(Data listing)

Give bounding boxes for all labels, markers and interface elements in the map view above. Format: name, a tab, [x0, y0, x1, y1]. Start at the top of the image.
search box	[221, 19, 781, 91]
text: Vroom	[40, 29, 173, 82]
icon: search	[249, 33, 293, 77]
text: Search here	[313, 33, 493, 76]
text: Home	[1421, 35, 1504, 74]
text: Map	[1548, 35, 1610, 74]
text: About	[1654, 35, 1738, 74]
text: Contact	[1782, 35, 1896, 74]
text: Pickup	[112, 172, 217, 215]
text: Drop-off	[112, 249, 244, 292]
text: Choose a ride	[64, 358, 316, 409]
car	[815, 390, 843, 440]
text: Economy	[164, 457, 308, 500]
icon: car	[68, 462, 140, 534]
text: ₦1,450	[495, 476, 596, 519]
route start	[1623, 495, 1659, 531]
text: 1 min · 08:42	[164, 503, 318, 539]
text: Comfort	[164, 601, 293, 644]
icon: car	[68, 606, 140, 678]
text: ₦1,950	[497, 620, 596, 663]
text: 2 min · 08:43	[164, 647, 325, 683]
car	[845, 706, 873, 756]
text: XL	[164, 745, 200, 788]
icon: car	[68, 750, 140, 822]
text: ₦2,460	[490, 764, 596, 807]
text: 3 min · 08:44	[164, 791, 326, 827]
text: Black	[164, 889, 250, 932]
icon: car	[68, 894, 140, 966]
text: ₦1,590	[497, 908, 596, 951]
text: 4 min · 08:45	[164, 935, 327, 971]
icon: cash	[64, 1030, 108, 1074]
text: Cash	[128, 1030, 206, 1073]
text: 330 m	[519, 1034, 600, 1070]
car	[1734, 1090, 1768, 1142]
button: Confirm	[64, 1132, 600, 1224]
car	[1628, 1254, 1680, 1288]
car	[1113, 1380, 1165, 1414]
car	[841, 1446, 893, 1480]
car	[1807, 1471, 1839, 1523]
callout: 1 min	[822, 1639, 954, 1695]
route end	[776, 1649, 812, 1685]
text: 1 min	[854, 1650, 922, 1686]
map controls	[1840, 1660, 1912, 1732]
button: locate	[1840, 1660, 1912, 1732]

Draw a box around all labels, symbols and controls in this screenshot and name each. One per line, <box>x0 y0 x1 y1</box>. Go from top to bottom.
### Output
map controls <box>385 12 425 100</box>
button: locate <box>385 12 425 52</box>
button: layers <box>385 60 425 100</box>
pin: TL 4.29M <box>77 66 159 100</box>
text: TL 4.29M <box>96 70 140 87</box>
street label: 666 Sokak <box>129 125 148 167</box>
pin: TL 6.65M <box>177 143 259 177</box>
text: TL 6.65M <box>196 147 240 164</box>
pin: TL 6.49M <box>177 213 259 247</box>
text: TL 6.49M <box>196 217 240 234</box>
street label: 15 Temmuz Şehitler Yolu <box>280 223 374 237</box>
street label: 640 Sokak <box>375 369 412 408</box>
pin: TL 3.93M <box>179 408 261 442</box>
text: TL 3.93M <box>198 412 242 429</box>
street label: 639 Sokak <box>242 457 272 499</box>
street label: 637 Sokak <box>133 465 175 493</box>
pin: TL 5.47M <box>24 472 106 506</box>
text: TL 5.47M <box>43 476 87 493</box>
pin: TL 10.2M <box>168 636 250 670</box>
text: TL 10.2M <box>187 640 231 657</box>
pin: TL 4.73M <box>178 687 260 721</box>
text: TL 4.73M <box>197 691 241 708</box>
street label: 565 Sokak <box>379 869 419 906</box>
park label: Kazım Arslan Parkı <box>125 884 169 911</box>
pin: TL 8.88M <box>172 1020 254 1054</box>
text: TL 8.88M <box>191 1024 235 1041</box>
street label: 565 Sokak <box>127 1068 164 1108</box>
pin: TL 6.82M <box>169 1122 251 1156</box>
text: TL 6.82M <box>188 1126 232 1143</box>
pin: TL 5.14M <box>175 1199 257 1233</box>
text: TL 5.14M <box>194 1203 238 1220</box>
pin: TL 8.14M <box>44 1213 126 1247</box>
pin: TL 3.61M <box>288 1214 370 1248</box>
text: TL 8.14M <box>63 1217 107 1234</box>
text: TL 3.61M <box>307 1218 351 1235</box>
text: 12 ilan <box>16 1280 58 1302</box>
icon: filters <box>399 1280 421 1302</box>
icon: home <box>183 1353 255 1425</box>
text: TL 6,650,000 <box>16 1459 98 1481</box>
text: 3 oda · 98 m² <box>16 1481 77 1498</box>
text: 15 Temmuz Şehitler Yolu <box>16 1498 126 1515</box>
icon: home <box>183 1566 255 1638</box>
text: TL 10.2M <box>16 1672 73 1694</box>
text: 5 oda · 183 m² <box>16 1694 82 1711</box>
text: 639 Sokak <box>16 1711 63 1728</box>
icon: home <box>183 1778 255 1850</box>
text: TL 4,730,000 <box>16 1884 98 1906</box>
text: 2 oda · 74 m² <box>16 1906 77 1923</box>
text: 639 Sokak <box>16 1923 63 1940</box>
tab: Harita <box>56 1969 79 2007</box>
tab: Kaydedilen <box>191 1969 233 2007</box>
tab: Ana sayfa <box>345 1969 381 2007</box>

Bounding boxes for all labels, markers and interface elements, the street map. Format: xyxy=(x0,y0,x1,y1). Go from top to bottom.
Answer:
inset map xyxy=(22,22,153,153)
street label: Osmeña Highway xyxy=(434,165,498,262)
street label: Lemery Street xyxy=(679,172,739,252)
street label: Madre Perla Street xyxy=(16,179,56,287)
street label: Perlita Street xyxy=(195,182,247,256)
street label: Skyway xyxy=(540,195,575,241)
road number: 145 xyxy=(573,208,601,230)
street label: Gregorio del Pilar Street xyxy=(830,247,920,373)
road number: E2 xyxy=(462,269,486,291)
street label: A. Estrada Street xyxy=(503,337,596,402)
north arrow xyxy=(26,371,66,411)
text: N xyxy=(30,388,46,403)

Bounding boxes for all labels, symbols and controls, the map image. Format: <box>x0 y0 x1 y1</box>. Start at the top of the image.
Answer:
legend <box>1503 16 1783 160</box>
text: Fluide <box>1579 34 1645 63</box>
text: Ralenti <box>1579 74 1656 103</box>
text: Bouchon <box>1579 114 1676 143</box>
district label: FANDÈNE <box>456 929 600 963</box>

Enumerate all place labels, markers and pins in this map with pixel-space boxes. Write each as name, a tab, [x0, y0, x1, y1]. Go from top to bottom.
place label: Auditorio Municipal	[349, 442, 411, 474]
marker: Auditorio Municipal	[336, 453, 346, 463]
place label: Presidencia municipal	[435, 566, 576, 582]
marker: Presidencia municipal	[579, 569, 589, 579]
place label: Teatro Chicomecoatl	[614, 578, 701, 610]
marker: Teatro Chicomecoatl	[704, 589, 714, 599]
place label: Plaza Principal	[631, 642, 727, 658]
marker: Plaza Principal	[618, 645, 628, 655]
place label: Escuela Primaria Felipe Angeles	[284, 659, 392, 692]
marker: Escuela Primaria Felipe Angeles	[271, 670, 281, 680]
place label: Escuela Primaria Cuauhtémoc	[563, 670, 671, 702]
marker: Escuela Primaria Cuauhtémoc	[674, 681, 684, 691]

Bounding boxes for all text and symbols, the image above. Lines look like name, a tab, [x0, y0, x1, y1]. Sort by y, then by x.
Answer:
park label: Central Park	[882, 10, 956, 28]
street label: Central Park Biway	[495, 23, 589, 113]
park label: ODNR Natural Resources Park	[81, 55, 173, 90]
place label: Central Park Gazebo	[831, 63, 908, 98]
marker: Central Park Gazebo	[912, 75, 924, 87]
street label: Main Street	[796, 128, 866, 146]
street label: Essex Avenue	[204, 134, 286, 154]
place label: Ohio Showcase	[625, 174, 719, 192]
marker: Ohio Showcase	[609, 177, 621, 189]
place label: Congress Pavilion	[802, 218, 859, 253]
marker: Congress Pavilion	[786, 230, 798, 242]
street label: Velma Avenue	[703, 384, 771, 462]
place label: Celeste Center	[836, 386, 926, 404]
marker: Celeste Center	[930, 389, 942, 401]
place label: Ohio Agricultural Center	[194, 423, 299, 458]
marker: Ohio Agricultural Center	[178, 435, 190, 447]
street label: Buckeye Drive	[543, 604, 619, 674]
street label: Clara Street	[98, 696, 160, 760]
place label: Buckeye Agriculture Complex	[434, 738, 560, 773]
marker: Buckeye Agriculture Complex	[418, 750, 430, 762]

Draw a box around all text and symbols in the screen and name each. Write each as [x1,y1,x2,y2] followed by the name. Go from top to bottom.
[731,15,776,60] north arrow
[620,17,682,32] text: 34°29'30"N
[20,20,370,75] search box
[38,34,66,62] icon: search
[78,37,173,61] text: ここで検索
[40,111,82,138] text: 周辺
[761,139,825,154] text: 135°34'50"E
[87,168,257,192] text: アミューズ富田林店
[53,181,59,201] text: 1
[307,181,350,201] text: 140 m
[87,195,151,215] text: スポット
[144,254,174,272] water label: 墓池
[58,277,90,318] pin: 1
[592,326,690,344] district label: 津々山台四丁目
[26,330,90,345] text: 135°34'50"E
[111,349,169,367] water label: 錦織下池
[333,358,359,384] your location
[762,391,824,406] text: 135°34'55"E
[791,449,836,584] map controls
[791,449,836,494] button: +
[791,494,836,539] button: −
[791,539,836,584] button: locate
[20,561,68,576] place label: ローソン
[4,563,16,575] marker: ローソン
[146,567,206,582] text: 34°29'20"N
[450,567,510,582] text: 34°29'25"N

(End Data listing)

Please go through the data above and copy every line that has the word "Yolu".

Answer space |
street label: 15 Temmuz Şehitler Yolu <box>280 223 374 237</box>
text: 15 Temmuz Şehitler Yolu <box>16 1498 126 1515</box>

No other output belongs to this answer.